### Work to complete:
Look through the material below and return every line that contains "nowrap".

### Given records:

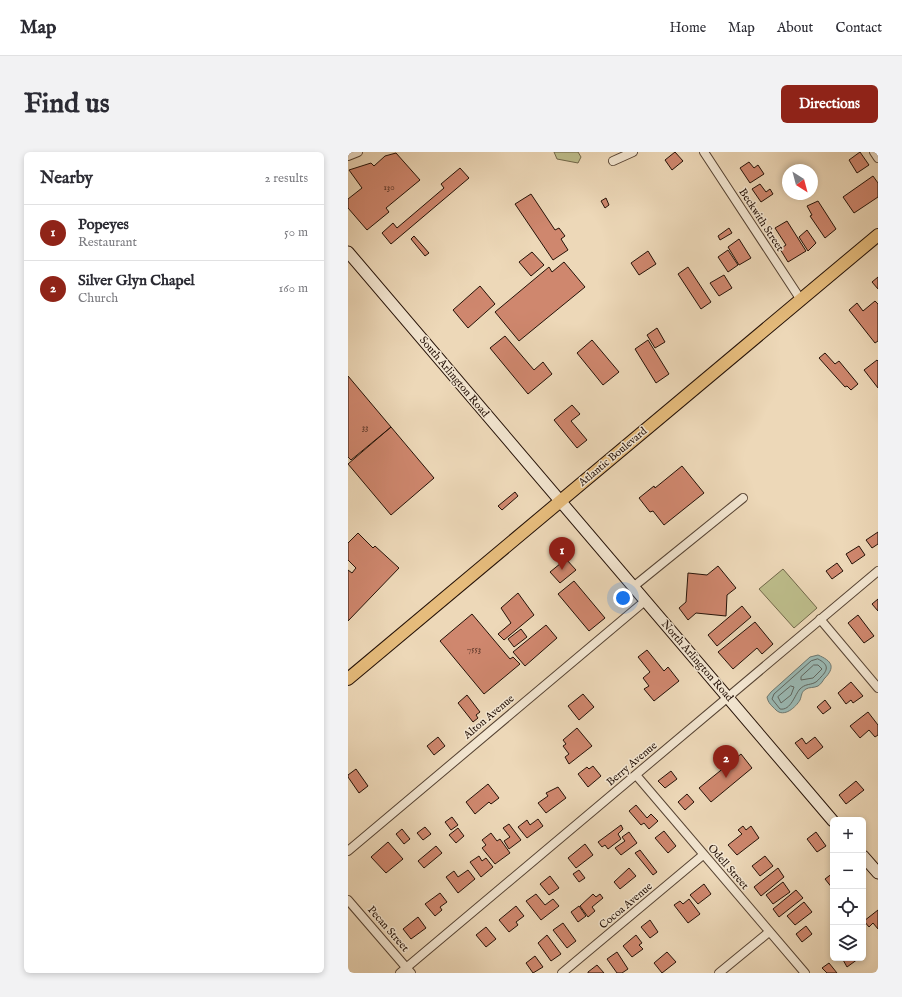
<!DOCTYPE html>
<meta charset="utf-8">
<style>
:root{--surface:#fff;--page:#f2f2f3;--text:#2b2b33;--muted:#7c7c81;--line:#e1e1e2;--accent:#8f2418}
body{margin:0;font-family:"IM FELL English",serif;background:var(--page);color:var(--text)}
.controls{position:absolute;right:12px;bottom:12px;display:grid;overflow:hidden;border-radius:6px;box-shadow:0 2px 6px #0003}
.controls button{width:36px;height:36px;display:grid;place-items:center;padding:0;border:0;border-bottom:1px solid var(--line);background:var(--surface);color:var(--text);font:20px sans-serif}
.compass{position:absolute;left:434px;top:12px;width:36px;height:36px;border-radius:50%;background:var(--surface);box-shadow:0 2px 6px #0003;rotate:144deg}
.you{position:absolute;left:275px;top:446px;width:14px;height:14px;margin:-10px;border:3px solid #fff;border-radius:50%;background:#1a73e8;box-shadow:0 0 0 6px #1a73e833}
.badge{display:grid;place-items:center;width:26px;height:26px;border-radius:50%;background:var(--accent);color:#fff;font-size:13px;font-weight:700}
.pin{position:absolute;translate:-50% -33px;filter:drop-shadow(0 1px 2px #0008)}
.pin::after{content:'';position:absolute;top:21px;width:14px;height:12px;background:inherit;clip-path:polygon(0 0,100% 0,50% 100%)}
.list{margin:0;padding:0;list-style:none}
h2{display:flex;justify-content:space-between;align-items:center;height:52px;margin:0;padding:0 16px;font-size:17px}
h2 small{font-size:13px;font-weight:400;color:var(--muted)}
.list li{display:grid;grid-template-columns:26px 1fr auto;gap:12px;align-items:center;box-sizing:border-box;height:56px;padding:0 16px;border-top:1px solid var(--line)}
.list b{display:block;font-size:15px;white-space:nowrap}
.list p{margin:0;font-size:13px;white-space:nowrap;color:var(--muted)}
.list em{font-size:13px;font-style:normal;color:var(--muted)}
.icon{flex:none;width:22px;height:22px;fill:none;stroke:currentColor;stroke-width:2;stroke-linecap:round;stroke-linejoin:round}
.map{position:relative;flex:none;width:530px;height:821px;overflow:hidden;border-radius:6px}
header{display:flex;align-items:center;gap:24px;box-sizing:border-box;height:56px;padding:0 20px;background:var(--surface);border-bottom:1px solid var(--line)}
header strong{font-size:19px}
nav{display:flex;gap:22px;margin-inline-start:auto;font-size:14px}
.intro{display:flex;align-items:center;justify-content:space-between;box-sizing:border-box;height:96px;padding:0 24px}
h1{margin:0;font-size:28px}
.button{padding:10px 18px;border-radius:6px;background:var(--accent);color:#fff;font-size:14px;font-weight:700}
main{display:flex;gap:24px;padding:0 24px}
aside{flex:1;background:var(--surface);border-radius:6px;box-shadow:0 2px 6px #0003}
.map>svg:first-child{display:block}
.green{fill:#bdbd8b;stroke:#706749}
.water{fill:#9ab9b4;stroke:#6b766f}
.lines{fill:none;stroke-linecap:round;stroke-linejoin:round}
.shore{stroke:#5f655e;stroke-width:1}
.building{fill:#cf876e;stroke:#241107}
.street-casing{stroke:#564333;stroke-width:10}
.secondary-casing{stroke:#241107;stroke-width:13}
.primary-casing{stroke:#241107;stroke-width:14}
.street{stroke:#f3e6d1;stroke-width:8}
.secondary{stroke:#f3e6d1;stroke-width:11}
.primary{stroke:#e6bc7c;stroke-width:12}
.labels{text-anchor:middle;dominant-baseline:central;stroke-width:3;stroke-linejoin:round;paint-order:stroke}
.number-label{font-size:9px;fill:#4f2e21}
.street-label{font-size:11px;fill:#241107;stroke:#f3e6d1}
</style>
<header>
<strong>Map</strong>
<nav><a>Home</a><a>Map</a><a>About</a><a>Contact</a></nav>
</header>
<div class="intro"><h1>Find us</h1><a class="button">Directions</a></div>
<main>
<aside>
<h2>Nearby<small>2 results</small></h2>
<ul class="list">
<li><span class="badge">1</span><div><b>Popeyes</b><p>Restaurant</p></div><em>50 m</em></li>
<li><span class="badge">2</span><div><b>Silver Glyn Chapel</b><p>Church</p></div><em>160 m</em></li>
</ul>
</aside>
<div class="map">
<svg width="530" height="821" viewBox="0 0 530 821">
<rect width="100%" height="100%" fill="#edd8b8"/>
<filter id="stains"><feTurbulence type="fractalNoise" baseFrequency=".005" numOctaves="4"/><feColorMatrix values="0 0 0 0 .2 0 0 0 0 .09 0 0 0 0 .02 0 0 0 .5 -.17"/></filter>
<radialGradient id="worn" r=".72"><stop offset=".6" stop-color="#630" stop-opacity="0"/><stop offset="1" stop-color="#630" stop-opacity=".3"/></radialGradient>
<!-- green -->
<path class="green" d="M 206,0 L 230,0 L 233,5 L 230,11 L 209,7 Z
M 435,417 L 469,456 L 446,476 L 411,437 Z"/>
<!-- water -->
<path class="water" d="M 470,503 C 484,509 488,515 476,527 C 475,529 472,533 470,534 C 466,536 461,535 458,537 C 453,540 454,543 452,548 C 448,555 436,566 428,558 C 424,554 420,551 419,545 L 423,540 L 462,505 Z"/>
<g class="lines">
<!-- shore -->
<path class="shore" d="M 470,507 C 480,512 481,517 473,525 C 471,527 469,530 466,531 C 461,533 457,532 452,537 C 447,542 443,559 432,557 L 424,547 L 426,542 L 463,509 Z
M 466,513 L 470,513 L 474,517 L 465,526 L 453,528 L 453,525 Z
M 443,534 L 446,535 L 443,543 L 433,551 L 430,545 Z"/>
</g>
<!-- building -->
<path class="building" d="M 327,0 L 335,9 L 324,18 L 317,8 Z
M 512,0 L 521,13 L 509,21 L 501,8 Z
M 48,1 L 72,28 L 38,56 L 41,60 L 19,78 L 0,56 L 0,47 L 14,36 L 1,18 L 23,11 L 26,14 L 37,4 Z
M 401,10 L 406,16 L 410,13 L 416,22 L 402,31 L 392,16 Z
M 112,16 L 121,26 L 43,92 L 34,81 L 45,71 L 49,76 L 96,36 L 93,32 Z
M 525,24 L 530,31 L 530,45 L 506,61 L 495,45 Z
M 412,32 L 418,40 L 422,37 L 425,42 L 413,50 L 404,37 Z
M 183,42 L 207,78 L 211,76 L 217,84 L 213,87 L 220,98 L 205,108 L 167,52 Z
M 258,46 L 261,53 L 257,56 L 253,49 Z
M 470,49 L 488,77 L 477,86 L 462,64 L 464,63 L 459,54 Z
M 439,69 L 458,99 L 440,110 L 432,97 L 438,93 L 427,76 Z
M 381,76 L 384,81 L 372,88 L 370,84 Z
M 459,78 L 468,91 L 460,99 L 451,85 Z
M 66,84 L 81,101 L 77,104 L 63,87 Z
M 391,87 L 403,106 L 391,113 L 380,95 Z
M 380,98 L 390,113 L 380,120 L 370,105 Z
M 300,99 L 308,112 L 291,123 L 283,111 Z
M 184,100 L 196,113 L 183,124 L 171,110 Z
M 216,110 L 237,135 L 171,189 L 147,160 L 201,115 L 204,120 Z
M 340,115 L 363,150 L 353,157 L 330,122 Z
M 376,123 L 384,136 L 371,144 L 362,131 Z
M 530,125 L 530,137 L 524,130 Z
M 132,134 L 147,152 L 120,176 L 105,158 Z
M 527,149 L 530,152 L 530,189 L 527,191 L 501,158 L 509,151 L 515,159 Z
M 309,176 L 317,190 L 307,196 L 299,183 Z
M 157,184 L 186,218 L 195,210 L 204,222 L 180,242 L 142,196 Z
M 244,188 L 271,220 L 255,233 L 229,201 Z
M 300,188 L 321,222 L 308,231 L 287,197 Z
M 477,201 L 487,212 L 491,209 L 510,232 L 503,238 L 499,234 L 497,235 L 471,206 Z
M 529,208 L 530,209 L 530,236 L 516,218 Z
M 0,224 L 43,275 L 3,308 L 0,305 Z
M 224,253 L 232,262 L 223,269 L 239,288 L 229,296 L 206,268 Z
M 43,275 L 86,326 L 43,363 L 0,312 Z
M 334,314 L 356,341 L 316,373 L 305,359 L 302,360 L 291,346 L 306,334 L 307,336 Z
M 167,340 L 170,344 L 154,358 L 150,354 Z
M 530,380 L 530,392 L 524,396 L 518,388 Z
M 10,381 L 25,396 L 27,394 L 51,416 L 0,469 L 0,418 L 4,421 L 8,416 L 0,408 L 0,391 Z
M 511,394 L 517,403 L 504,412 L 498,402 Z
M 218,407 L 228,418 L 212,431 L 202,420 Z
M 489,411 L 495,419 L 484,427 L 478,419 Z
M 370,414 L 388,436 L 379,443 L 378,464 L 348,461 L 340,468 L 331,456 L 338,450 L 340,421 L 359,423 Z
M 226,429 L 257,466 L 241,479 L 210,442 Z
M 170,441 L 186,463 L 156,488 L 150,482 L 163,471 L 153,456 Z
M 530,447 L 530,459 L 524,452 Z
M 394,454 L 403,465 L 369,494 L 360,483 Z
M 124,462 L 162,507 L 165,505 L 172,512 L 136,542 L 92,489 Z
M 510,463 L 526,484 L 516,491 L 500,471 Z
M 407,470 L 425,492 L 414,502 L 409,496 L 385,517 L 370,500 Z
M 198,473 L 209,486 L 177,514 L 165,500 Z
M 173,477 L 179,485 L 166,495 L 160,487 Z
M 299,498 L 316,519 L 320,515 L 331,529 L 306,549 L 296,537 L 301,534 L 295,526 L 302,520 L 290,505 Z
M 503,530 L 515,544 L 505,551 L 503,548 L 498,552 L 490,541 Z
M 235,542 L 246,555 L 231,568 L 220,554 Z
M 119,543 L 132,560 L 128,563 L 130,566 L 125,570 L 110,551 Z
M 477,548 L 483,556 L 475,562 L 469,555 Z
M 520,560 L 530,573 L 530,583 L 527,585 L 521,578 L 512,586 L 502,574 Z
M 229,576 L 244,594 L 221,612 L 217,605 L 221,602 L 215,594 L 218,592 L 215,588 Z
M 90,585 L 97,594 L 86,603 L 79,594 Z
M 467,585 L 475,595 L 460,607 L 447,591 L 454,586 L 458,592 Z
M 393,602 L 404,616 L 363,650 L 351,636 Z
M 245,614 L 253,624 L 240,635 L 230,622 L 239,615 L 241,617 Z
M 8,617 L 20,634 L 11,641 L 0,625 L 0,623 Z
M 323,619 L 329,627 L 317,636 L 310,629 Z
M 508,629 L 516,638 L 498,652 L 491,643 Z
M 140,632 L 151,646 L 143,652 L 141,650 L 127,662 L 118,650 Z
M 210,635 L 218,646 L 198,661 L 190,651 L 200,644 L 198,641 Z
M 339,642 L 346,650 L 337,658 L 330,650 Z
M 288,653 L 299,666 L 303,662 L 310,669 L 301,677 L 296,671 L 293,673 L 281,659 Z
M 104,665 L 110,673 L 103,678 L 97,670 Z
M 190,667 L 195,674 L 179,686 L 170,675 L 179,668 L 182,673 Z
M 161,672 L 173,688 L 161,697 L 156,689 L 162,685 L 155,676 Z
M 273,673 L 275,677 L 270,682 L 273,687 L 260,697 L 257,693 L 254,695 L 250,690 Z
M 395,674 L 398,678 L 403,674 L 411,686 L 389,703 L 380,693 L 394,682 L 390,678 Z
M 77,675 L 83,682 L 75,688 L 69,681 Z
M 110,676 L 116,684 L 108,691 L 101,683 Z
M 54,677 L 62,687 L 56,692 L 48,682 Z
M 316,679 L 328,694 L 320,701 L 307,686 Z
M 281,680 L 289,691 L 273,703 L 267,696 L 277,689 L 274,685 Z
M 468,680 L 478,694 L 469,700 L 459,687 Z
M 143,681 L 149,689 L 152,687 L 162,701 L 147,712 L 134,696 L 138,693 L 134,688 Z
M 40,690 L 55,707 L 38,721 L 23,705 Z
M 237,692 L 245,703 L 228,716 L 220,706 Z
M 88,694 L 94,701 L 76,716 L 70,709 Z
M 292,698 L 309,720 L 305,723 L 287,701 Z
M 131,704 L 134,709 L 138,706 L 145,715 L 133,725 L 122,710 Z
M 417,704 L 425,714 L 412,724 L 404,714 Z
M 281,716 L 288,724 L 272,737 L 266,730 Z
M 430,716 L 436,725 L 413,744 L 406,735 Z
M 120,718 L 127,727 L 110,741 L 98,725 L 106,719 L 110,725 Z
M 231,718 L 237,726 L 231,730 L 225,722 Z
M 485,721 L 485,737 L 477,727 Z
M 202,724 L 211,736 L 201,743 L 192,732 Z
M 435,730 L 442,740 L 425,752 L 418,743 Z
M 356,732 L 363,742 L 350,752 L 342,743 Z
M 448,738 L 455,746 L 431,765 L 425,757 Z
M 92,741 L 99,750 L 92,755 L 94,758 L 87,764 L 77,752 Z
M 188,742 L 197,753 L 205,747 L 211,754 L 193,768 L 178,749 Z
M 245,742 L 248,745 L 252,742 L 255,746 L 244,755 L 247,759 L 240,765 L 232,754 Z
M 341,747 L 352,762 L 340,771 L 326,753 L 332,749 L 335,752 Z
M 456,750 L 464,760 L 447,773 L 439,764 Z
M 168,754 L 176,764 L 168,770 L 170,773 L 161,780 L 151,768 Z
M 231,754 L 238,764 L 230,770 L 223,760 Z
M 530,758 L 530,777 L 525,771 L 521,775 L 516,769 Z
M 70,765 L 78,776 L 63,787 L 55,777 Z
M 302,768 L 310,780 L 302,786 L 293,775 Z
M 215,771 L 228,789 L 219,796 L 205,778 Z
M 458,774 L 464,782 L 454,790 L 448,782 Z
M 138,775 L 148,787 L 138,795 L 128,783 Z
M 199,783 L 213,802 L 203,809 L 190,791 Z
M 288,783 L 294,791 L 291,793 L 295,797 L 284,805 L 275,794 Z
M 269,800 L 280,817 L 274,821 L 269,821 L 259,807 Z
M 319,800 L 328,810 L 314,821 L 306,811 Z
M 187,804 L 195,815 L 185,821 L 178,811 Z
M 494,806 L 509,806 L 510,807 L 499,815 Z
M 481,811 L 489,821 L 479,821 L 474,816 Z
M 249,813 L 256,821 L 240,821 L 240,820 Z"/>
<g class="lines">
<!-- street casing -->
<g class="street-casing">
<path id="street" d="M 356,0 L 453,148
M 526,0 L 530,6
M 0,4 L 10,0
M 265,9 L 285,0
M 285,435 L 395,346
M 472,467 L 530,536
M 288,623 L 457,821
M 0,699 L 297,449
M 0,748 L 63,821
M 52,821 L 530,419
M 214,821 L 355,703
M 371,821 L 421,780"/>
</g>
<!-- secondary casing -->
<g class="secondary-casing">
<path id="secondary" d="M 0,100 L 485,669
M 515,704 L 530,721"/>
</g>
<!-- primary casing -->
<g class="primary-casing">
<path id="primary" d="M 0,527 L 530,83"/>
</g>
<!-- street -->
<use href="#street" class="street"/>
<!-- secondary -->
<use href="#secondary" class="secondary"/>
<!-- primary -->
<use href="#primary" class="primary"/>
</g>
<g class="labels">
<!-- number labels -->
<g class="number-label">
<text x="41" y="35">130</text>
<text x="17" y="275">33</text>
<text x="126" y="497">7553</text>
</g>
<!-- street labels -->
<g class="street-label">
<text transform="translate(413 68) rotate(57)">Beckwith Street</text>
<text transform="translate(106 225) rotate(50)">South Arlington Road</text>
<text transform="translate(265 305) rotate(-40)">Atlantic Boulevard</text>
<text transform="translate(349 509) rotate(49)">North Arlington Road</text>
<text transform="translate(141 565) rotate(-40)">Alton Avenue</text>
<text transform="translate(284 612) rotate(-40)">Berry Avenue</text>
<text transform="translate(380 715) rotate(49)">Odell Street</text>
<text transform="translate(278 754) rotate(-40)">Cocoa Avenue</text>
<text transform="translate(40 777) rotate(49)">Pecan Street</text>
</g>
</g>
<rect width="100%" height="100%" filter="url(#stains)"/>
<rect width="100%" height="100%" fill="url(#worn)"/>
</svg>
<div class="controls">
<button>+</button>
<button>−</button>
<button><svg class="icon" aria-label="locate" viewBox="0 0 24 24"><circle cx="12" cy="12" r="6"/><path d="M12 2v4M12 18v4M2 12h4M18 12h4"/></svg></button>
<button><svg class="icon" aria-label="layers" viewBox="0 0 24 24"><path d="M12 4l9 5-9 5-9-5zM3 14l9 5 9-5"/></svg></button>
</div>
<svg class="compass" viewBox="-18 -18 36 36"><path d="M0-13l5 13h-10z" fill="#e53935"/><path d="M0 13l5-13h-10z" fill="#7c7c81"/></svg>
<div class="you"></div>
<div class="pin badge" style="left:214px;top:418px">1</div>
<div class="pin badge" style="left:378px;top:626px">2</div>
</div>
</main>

### Solved problem:
.list b{display:block;font-size:15px;white-space:nowrap}
.list p{margin:0;font-size:13px;white-space:nowrap;color:var(--muted)}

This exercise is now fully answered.